Introduction to Spatial Data in R (Instructor of Record)
Graduate course, Boise State University, Human-Environment Systems, 2024
I served as instructor of record for the graduate class HES 505: Introduction to Spatial Data in R in the fall of 2024. This course was designed and previously taught by Dr. Matt Williamson. I taught the course with some modifications – notably, the addition of coding activities to most class sessions. The course syllabus, content, and activities (examples) can be found on the course website.
Course Description
Spatial data are ubiquitous and form the basis for many of our inquiries into social, ecological, and evolutionary processes. As such, developing the skills necessary for incorporating spatial data into reproducible statistical workflows is critical. In this course, we will introduce the core components of manipulating spatial data within the R statistical environment including managing vector and raster data, projections, extraction of data values, interpolation, and plotting.
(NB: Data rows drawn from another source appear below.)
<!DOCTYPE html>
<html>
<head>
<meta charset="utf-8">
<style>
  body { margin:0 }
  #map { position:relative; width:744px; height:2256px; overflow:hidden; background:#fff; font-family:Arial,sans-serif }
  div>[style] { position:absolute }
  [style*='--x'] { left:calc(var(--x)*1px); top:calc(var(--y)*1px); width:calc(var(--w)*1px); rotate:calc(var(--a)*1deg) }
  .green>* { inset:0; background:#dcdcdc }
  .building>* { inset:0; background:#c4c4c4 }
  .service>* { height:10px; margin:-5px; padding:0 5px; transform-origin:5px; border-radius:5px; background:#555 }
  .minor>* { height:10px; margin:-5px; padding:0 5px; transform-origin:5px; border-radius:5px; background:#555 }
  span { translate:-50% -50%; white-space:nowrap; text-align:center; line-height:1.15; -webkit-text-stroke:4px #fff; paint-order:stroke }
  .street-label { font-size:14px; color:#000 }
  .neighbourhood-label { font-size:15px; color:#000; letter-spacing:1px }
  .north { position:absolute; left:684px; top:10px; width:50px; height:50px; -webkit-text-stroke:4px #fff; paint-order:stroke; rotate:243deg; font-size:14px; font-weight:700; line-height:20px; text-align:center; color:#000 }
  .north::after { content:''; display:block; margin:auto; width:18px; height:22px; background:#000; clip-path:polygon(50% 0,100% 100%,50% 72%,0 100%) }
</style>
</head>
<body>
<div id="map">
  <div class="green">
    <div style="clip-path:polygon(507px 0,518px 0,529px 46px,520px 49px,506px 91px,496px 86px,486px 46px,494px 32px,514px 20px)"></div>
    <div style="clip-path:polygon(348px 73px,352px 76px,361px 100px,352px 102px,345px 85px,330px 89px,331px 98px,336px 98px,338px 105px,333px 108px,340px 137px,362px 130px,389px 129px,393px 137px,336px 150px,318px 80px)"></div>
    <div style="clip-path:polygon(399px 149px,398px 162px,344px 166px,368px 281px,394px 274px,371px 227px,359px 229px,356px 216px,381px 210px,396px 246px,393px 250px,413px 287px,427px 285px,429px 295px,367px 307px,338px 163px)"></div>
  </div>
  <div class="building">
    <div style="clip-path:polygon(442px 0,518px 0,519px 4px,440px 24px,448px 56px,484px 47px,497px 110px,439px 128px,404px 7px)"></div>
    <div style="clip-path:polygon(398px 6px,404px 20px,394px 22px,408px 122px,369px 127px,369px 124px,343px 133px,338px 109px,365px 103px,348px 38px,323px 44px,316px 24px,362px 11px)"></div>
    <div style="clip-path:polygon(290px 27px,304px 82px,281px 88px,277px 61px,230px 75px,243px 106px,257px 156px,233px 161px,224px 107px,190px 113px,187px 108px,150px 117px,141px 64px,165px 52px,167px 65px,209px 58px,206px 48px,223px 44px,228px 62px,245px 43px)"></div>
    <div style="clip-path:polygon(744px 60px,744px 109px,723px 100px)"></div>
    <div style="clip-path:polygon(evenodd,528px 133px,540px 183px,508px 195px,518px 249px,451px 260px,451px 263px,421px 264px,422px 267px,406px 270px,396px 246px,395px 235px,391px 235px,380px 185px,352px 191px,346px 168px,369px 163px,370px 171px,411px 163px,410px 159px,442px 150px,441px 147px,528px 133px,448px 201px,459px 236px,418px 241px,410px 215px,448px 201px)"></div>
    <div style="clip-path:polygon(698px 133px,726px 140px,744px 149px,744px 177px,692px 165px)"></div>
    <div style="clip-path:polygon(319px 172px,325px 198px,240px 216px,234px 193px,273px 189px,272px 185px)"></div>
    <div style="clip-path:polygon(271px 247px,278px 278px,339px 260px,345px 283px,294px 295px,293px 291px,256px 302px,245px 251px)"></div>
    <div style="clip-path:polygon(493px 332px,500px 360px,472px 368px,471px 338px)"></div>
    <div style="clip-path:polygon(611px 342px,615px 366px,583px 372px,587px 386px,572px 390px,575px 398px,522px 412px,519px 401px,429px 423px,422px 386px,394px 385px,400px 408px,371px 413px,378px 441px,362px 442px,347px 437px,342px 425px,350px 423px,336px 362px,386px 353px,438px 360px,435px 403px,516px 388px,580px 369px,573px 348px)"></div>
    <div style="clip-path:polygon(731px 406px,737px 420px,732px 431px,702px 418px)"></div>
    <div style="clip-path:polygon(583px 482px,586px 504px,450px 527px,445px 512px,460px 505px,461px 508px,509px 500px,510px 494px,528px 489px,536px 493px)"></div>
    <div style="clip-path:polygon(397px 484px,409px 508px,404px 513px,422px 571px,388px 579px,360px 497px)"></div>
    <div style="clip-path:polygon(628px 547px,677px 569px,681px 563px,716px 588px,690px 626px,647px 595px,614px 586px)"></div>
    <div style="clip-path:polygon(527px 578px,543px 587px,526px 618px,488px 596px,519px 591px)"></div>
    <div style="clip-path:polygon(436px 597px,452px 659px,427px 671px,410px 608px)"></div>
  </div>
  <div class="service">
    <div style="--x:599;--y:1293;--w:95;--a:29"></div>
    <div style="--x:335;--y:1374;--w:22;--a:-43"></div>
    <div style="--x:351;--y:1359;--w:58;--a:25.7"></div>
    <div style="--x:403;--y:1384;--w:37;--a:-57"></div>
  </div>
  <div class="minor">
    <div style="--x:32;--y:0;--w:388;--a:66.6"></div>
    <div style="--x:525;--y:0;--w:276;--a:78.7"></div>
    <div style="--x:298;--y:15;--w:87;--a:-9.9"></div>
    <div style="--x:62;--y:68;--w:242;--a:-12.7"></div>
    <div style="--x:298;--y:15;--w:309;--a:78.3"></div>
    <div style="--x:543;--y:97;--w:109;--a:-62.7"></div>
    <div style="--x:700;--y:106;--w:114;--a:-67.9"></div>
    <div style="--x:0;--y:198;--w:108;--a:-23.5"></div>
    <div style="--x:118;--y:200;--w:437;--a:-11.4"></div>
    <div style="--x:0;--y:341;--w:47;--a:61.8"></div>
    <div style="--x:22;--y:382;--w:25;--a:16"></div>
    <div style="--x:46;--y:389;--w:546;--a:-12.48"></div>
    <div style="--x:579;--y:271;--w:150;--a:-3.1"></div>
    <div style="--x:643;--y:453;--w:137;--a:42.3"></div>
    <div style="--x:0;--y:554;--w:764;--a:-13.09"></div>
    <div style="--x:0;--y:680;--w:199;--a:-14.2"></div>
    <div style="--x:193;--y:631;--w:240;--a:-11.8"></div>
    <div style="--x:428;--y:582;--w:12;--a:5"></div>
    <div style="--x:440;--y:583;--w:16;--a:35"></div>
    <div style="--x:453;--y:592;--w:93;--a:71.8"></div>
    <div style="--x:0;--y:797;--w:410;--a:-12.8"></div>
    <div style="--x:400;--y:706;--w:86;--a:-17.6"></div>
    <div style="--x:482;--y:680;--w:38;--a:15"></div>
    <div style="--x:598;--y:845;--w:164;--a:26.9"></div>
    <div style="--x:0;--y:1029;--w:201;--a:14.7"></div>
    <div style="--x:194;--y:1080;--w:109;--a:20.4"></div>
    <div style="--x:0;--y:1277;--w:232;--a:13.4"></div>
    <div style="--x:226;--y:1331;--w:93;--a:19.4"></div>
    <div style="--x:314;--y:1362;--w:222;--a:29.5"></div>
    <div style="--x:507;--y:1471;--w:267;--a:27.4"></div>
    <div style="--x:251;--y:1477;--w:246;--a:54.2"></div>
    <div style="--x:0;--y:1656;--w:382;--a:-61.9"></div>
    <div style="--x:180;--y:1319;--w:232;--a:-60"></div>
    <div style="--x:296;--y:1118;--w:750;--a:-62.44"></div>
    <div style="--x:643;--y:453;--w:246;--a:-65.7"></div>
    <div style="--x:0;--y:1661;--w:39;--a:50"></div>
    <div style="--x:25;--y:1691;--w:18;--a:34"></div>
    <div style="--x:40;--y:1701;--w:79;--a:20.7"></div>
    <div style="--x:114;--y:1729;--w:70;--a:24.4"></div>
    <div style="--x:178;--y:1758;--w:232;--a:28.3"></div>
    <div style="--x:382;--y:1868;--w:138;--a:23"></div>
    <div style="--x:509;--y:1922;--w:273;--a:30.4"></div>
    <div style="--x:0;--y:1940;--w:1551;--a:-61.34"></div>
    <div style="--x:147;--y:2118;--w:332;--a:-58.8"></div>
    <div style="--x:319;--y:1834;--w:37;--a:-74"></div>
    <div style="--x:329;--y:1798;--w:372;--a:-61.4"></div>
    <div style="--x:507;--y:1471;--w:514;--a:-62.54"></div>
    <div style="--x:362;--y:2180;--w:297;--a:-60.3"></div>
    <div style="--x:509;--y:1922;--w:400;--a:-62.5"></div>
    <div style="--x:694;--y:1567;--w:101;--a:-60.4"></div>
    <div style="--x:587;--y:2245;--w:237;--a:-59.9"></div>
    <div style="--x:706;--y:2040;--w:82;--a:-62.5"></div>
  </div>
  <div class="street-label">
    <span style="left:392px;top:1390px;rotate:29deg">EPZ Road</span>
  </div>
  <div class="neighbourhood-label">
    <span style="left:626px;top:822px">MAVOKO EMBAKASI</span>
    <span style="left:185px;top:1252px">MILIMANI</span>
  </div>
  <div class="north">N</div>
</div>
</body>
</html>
Students will also learn to prototype and benchmark different workflows to aid in applying the appropriate tools to their research questions.
Course Objectives
Students completing this course should be able to:
- Articulate the opportunities and challenges posed by geographic analysis.
- Select the appropriate R packages and functions for manipulating different types of spatial data
- Design statistical analyses that integrate geospatial and tabular data
- Construct appropriate data visualizations for conveying geospatial data
- Develop reproducible workflows for manipulating, visualizing, and analyzing spatial data.